§ **Exercise aim**: Of all the lines in the records below, copy only those that contain the string "check".

-- Opening Marker --

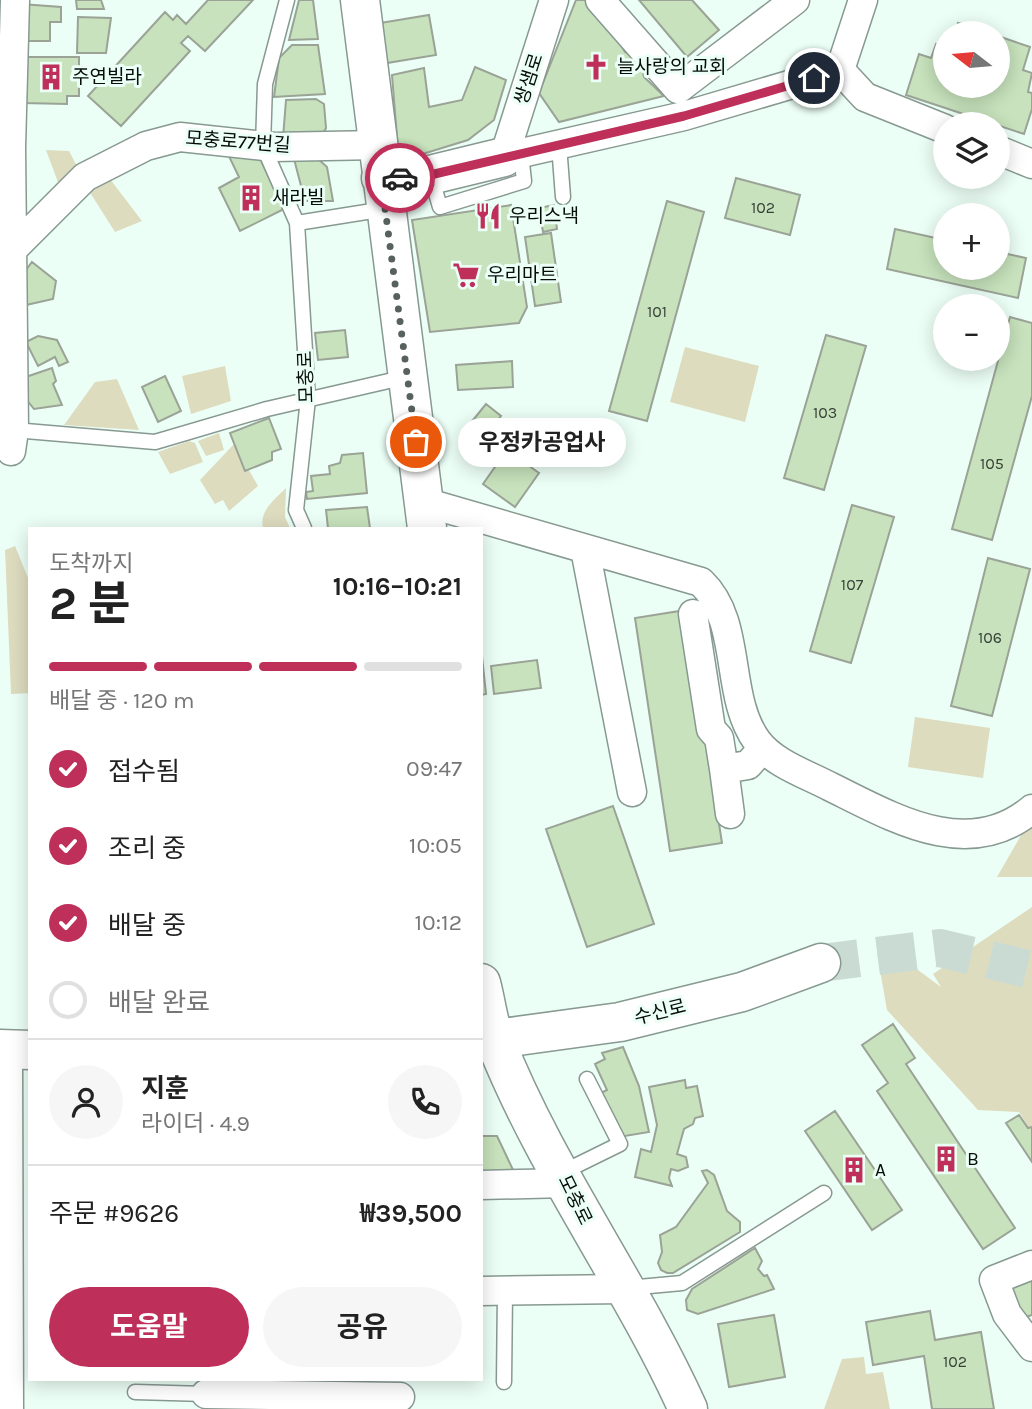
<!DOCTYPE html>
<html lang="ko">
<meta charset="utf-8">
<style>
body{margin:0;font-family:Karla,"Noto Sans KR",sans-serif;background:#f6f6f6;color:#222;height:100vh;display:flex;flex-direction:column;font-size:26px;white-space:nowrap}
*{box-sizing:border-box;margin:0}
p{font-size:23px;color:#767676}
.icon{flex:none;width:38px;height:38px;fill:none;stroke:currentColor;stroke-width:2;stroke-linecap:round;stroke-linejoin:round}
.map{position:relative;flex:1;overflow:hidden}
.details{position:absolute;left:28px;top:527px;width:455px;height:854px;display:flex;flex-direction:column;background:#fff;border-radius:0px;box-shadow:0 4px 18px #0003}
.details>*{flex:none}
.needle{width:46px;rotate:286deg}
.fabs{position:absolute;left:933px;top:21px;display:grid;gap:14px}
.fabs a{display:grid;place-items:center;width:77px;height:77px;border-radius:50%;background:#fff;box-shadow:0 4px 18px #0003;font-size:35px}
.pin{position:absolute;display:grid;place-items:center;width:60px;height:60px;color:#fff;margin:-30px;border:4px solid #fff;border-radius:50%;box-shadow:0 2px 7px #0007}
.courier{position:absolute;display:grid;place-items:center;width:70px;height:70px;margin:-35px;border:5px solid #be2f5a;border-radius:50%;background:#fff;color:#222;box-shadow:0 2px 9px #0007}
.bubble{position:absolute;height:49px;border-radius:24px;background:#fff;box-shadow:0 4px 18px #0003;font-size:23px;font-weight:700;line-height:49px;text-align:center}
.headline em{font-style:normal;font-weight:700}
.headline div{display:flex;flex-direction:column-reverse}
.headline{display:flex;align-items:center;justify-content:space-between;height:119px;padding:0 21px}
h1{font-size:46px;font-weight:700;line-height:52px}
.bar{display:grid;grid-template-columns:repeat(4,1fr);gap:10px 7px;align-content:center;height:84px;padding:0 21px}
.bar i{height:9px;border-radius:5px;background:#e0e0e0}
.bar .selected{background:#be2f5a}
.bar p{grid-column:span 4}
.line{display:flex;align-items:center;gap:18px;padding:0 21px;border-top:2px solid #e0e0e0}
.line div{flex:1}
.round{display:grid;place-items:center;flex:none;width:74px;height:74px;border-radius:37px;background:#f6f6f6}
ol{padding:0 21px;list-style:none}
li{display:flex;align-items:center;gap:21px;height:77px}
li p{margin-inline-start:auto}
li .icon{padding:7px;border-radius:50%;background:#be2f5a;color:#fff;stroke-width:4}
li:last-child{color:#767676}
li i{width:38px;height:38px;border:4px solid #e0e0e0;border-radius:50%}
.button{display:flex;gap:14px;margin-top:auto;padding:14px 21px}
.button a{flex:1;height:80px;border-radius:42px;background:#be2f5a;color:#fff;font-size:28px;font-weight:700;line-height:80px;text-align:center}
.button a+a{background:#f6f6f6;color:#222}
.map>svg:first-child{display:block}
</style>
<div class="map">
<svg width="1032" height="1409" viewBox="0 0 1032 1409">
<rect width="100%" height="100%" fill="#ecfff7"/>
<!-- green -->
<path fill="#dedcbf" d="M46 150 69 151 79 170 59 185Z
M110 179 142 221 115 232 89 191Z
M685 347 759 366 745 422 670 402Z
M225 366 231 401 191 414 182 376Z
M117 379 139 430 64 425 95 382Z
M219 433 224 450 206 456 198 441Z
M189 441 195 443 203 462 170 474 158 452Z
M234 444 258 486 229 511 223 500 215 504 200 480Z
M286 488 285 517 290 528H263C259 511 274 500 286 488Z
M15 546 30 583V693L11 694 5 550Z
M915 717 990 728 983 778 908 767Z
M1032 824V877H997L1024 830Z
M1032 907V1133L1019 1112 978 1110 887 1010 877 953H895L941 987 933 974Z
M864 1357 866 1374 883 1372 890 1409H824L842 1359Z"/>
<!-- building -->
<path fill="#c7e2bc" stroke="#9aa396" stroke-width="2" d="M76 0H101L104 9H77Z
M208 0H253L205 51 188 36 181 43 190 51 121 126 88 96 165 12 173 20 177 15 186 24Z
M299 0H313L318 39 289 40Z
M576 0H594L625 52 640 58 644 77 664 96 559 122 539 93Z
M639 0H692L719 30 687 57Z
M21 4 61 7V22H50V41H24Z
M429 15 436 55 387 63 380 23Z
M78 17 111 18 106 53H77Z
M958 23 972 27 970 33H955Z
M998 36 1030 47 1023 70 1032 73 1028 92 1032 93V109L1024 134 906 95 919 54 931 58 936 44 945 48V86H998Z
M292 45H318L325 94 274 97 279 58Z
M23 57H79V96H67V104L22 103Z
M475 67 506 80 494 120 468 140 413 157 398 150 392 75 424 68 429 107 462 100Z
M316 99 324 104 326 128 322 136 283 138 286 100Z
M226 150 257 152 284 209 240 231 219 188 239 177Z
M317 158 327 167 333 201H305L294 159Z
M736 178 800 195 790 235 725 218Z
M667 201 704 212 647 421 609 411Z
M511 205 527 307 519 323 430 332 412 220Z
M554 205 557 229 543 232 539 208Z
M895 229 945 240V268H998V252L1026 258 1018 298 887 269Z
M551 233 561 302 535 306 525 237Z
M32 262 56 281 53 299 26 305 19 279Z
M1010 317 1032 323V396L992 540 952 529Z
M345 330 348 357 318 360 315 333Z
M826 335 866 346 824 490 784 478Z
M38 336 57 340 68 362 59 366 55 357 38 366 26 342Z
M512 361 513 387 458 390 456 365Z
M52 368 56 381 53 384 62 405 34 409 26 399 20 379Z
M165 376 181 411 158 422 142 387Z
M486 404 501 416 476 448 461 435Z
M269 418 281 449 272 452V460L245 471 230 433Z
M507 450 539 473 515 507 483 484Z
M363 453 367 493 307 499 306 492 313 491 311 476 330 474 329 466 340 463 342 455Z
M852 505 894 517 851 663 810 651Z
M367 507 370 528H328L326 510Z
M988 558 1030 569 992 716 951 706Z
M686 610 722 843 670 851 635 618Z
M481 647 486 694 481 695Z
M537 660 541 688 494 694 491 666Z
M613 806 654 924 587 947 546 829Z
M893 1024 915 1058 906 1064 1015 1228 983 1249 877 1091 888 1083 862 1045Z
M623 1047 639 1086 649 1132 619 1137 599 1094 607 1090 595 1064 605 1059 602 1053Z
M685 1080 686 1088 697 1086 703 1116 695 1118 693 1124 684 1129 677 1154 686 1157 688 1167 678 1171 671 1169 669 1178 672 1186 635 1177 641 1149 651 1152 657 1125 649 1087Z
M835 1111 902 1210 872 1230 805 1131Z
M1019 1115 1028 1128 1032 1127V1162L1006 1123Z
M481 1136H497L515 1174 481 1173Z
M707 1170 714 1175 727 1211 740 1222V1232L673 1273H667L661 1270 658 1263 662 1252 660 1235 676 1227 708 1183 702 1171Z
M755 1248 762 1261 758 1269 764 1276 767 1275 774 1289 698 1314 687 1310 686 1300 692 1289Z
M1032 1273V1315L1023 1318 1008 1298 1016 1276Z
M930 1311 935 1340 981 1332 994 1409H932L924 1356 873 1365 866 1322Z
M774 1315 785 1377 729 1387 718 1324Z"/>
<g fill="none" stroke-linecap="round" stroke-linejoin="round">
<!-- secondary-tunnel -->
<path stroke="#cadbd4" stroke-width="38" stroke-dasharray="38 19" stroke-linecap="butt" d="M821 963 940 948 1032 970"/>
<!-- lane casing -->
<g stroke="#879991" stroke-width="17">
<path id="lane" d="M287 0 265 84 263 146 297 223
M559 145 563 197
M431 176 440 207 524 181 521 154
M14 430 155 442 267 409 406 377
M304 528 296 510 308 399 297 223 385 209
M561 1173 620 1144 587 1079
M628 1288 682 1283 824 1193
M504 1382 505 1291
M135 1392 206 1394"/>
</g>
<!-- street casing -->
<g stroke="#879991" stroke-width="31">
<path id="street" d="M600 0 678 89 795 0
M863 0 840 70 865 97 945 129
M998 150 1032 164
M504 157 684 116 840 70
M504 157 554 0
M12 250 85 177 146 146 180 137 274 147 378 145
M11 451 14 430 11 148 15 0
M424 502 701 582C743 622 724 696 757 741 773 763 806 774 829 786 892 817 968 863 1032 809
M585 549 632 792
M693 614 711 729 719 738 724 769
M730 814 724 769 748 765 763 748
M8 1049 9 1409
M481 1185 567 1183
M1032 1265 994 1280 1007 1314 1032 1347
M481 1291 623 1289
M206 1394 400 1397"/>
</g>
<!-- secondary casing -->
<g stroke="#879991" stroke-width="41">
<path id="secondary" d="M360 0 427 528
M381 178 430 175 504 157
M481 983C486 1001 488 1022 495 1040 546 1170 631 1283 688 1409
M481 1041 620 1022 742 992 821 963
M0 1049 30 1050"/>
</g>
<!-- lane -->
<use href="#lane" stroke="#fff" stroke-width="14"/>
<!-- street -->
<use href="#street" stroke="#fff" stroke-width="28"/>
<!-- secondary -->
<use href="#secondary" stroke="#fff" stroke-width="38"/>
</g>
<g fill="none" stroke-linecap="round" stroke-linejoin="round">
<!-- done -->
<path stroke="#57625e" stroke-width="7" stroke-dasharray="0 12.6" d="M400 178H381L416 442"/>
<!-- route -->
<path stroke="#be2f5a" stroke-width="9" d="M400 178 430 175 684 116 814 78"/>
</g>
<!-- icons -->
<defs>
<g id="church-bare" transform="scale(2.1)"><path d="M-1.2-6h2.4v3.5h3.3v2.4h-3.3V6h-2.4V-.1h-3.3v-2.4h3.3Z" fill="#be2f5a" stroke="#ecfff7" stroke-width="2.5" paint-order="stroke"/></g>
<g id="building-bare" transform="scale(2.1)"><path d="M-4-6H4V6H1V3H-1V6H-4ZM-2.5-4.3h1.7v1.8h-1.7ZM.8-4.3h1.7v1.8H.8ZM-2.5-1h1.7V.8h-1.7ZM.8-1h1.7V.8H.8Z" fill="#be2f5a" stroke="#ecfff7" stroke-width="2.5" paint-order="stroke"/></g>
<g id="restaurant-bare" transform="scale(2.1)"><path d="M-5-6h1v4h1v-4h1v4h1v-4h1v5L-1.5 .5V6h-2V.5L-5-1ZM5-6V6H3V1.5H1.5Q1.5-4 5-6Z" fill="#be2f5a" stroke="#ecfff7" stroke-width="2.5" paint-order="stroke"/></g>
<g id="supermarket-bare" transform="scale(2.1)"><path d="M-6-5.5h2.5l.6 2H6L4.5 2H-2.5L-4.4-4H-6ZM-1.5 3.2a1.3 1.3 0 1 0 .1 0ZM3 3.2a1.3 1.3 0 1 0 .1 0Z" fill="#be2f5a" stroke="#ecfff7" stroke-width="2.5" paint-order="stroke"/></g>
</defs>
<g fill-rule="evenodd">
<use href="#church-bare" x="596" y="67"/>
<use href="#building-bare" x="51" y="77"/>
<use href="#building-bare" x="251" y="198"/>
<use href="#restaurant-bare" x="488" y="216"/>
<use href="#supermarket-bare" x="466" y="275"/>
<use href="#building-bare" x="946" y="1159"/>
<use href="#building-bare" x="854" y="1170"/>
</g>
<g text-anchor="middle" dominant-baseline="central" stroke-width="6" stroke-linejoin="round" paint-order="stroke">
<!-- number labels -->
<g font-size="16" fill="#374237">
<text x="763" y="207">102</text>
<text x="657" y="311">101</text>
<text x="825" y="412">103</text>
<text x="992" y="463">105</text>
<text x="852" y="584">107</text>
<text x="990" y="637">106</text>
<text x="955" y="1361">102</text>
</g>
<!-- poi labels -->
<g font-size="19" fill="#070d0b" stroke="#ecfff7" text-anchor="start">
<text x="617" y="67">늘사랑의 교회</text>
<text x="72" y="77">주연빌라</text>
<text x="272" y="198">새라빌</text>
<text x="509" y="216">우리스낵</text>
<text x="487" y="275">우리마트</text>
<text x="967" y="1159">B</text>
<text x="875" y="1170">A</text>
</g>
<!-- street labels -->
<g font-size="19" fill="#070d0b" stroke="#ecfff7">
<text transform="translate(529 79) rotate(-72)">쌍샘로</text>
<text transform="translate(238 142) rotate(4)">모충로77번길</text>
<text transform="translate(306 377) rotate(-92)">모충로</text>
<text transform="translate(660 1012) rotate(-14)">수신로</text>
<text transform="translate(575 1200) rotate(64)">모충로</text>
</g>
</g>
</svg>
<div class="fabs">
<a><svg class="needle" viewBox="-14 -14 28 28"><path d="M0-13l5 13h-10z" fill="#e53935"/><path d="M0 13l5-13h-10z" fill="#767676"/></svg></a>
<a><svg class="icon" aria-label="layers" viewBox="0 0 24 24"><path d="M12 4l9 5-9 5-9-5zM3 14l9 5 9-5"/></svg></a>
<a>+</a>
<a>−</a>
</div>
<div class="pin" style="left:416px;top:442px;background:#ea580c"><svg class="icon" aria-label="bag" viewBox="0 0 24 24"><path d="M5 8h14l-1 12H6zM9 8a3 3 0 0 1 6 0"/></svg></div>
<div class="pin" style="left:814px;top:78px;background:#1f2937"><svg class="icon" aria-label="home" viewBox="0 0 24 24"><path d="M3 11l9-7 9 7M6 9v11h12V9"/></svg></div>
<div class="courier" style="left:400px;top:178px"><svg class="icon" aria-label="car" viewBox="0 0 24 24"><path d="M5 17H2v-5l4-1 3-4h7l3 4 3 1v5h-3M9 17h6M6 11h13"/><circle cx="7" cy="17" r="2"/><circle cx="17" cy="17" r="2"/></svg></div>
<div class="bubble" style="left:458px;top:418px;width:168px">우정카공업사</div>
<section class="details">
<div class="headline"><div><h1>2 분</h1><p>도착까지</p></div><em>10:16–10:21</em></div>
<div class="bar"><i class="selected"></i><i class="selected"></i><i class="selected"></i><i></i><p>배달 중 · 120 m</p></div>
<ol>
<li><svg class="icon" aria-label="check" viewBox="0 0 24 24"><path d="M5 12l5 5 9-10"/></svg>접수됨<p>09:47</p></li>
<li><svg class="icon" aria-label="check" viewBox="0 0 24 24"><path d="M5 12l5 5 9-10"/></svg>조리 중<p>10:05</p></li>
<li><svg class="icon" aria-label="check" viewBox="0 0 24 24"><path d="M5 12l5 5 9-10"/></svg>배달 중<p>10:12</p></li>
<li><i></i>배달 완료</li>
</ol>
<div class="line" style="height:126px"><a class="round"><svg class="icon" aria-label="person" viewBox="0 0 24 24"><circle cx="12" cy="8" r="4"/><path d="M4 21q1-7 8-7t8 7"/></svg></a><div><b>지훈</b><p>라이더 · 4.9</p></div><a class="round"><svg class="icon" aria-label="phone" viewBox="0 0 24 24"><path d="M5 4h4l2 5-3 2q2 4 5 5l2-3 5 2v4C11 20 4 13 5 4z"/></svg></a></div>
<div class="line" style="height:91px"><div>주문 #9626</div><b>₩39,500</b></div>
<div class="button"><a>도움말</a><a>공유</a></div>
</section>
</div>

-- Closing Marker --

§ **Your solution**:
<li><svg class="icon" aria-label="check" viewBox="0 0 24 24"><path d="M5 12l5 5 9-10"/></svg>접수됨<p>09:47</p></li>
<li><svg class="icon" aria-label="check" viewBox="0 0 24 24"><path d="M5 12l5 5 9-10"/></svg>조리 중<p>10:05</p></li>
<li><svg class="icon" aria-label="check" viewBox="0 0 24 24"><path d="M5 12l5 5 9-10"/></svg>배달 중<p>10:12</p></li>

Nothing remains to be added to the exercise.